**WHAT TO WORK ON**
From the entries provided below, copy each line that contains the word "rows".

Stored items
================

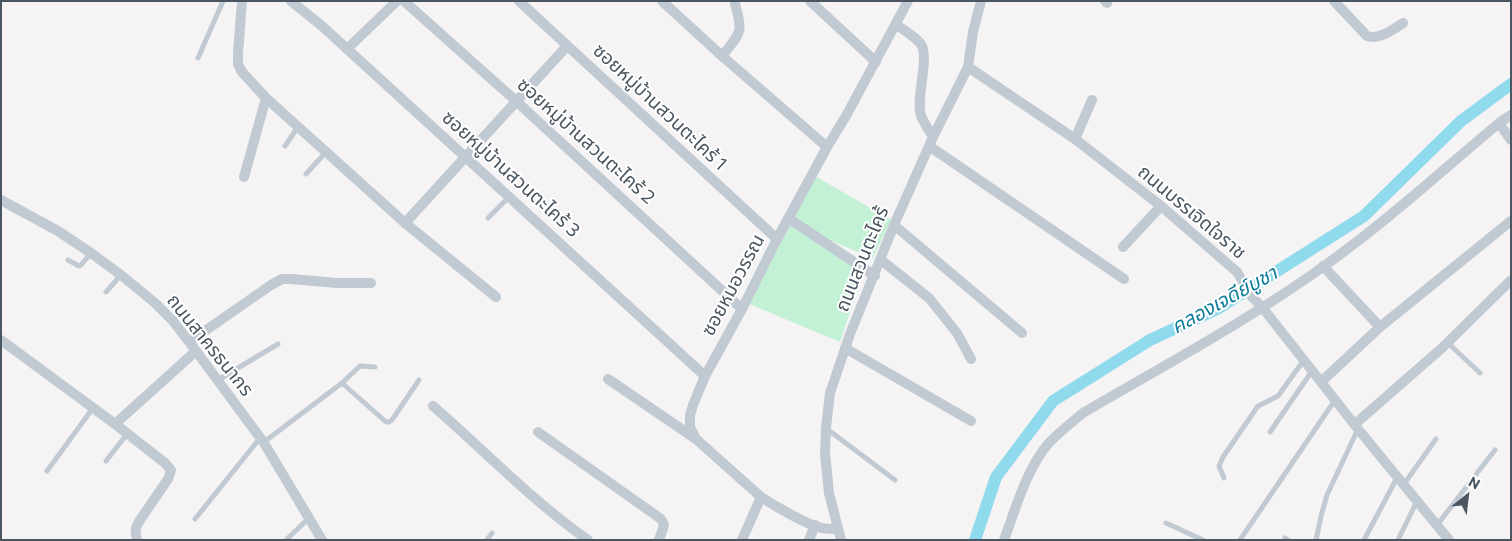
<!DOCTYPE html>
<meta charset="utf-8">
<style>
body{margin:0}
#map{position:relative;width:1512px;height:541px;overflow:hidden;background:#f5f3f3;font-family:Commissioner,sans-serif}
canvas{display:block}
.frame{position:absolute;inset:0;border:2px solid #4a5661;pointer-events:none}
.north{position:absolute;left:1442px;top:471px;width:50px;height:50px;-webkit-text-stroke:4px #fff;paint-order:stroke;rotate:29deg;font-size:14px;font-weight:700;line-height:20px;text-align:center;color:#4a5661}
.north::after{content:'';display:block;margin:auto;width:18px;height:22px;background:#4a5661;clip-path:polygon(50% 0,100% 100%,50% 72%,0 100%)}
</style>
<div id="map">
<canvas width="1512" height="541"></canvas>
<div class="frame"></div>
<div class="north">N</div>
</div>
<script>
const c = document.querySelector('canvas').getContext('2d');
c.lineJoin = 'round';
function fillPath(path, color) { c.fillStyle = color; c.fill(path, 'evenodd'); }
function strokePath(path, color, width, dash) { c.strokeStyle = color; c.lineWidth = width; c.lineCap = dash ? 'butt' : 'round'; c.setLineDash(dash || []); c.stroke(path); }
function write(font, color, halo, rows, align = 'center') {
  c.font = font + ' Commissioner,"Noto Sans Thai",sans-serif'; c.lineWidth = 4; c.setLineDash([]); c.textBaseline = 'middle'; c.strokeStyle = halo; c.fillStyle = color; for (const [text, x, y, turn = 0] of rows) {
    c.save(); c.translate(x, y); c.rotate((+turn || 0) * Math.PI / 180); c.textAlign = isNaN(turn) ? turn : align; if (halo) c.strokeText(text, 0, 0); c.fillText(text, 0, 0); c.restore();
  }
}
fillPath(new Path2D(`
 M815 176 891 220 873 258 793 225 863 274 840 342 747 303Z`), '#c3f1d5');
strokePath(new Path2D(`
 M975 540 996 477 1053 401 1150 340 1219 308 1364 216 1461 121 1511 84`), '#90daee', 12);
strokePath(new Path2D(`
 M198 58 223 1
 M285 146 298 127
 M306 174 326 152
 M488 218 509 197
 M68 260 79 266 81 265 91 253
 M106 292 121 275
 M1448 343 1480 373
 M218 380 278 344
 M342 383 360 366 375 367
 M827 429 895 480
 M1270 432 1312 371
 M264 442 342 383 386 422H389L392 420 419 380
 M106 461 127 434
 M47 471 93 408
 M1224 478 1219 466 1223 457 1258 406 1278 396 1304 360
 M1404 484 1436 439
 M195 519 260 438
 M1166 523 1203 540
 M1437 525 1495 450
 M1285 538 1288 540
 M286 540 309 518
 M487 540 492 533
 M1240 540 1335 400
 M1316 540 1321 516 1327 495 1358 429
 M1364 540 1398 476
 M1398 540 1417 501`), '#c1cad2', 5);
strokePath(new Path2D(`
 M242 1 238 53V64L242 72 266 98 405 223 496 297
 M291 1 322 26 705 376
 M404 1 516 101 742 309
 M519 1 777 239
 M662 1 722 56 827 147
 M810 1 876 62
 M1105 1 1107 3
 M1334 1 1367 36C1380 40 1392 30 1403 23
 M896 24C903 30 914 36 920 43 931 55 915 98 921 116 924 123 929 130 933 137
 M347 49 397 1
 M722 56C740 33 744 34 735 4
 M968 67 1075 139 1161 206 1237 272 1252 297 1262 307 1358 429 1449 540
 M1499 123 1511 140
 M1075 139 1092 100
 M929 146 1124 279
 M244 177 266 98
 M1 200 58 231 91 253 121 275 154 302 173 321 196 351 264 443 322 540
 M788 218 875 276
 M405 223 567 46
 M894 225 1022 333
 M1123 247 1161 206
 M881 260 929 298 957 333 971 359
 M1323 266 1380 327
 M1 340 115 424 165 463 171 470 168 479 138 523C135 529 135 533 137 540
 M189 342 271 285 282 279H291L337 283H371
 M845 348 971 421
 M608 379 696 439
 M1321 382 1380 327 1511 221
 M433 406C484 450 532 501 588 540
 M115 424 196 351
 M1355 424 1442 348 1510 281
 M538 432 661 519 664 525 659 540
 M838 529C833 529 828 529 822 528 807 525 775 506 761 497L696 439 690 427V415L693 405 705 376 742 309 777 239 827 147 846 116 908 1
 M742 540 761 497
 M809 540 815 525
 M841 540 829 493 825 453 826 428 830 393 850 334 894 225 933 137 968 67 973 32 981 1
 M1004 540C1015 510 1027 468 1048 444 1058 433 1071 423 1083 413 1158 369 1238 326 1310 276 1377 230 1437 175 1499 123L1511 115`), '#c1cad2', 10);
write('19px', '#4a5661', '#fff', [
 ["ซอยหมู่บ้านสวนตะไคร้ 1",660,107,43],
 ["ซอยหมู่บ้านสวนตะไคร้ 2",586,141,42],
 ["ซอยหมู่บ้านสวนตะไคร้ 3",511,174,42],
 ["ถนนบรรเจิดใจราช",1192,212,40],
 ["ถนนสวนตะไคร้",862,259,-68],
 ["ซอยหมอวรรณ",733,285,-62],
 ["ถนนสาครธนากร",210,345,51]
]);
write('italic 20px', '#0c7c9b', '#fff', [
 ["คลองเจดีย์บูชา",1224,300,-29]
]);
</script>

================

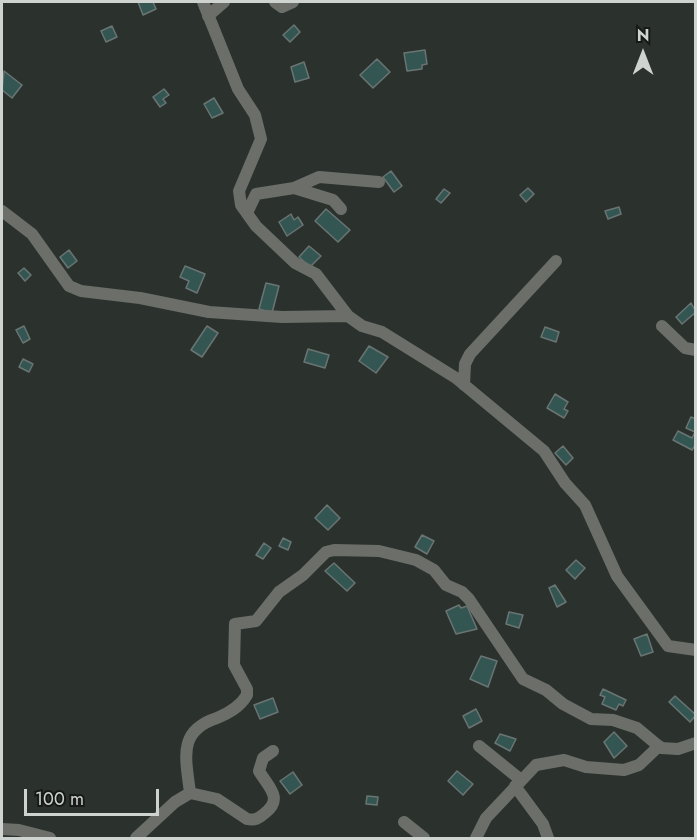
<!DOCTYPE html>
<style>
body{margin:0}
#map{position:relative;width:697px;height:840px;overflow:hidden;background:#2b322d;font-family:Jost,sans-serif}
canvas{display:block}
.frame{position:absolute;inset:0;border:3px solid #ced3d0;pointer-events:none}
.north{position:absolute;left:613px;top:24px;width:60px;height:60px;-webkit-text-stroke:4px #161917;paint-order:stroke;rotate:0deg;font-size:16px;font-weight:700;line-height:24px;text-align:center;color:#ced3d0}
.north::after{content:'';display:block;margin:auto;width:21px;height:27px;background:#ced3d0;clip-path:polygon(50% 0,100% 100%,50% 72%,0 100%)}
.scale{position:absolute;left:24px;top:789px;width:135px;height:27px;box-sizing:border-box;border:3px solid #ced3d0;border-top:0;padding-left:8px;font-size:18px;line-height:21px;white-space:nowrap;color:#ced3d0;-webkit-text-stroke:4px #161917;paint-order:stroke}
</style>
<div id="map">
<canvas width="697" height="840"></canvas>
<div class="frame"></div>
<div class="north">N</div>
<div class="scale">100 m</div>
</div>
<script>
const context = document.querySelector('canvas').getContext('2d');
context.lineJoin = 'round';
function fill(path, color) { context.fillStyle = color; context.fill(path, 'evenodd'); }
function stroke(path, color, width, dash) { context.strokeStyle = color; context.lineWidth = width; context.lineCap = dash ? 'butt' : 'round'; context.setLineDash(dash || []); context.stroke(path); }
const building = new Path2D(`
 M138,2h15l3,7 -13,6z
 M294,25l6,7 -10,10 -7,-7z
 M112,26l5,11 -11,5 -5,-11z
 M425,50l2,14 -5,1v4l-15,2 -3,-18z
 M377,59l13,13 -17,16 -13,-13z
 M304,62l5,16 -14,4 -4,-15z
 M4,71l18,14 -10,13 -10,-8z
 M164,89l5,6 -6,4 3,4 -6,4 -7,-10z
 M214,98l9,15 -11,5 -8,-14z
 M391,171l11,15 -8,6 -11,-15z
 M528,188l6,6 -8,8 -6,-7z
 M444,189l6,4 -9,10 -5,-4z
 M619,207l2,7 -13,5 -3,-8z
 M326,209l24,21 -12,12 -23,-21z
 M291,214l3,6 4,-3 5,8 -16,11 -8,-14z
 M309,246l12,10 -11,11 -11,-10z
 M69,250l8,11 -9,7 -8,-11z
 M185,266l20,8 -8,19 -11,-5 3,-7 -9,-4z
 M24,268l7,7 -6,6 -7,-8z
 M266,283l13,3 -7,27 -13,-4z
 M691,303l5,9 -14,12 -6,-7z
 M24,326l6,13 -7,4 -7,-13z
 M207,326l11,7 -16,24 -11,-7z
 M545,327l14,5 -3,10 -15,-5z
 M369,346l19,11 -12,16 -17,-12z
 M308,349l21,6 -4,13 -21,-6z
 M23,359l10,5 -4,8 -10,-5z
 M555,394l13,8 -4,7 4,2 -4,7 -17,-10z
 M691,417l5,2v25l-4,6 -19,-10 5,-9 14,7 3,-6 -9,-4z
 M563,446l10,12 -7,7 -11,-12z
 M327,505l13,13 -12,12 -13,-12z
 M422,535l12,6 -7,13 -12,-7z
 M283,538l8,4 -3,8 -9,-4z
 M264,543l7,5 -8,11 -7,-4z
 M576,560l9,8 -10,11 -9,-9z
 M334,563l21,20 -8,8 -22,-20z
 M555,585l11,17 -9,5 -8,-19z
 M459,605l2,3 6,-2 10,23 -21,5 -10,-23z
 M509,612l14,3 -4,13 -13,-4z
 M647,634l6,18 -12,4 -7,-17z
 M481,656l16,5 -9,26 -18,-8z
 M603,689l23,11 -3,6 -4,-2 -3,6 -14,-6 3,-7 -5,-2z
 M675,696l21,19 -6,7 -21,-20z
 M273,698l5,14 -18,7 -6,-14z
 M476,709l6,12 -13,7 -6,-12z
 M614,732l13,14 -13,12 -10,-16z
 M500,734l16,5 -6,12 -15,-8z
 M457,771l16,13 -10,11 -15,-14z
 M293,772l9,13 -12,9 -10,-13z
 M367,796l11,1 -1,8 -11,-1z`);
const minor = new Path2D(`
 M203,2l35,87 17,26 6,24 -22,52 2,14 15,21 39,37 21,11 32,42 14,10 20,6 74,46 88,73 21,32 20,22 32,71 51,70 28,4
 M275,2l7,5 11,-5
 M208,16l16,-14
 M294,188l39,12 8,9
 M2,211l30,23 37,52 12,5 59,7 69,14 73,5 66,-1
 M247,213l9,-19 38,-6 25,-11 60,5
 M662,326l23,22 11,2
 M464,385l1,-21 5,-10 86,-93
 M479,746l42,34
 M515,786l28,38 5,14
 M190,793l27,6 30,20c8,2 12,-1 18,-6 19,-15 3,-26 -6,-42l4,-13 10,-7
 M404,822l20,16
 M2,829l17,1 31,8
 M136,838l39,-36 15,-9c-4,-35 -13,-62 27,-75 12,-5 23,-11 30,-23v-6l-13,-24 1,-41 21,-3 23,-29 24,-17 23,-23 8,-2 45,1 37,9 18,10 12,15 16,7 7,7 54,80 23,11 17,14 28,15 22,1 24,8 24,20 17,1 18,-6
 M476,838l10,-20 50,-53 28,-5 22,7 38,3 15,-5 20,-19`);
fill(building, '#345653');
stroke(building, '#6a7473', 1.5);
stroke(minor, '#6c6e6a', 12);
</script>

================

**RESULT OF THIS TASK**
function write(font, color, halo, rows, align = 'center') {
  c.font = font + ' Commissioner,"Noto Sans Thai",sans-serif'; c.lineWidth = 4; c.setLineDash([]); c.textBaseline = 'middle'; c.strokeStyle = halo; c.fillStyle = color; for (const [text, x, y, turn = 0] of rows) {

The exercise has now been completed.